An applicant's study-permit decision was so delayed they couldn't provide the university the letter of introduction needed to register — losing the seat, taking a fee refund, with no next intake available for the program. Two months later the permit was still "in process", and the applicant wondered about keeping it alive or applying to the UK/France meanwhile. The thread's reasoning:
- A pending application built on a dead LOA is pointless — withdraw it. The consensus: once the university refused deferral and refunded the fees, the LOA underpinning the application no longer reflects reality. Members called keeping it running "pretty much pointless" and withdrawal the reasonable option.
- Don't bank on an approval you can't use. The applicant hoped a late PPR might let them re-approach the college, pay a new deposit, and swap in a fresh LOA by webform. Members pushed back: with the LOA invalid, the deferment refused, and the fees returned, an approval based on the old file wouldn't line up with any actual enrolment — and IRCC deciding on outdated facts isn't something to quietly hope for.

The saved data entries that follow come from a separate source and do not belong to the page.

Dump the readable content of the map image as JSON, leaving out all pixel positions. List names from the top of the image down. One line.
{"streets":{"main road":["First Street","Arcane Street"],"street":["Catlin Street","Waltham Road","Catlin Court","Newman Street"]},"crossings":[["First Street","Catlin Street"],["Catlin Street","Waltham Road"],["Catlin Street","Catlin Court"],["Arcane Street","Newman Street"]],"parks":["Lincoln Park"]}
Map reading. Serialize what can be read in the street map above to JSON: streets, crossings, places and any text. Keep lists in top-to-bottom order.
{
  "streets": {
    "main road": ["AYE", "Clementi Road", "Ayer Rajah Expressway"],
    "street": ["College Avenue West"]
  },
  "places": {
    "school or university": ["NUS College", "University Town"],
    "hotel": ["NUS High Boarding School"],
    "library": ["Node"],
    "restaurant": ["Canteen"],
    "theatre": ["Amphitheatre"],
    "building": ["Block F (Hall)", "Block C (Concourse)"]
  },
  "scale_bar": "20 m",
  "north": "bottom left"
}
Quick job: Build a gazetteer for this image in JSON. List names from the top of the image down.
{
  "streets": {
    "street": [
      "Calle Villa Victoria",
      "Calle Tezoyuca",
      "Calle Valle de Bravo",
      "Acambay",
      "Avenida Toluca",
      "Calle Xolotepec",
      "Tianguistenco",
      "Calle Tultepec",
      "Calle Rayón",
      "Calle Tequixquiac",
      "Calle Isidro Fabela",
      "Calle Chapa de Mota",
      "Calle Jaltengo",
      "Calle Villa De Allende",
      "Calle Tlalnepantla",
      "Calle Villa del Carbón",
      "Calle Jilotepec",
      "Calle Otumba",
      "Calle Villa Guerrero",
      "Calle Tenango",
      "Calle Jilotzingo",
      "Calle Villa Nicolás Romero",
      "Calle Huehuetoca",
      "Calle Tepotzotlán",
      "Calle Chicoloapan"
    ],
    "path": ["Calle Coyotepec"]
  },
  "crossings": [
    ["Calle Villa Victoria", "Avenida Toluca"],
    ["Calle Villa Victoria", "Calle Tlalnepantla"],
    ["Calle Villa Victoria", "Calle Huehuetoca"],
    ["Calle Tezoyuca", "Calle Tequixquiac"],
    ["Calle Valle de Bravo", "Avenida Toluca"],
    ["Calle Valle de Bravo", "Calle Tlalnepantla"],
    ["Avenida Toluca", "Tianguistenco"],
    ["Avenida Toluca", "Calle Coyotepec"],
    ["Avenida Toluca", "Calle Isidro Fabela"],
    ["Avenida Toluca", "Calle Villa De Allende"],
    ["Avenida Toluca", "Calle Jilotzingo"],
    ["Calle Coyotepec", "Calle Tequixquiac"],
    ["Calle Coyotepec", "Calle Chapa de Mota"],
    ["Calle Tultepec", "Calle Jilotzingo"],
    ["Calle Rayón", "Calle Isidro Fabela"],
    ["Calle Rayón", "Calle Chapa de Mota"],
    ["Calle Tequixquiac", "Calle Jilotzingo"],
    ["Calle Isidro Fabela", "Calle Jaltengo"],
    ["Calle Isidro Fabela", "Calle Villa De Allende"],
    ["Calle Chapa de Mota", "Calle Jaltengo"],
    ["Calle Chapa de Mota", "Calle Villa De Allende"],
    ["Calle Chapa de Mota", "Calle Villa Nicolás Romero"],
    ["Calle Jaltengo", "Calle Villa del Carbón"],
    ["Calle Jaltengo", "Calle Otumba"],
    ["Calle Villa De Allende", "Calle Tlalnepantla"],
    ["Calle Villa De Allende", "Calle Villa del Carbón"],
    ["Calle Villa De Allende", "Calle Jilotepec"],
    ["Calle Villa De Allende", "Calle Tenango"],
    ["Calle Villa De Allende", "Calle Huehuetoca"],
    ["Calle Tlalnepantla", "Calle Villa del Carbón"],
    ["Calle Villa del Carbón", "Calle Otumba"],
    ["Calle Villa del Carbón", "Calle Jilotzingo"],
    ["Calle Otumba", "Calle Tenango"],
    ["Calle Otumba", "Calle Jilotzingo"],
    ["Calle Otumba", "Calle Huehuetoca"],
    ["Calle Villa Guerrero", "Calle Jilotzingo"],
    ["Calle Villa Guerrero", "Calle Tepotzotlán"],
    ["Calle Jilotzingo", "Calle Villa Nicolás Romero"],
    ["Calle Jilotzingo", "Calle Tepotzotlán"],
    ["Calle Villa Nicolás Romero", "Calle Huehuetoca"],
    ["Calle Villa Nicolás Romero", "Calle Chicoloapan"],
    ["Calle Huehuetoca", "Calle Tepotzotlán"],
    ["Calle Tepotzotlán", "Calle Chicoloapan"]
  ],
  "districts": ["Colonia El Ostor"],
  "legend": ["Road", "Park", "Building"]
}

An applicant is expected to keep their file truthful; if the material basis (enrolment) has collapsed, tell IRCC or withdraw.
- Parallel applications to other countries were the applicant's real question. The thread didn't fully resolve whether a pending Canadian file hurts a UK/France application, but the withdrawal advice implicitly answers it: close out the dead application so other applications rest on a clean, honest footing.
Takeaway: when the enrolment behind a study-permit application disappears (refund taken, no deferral, no next intake), the clean move is withdrawal — not waiting to see what IRCC does with a file that no longer matches the facts.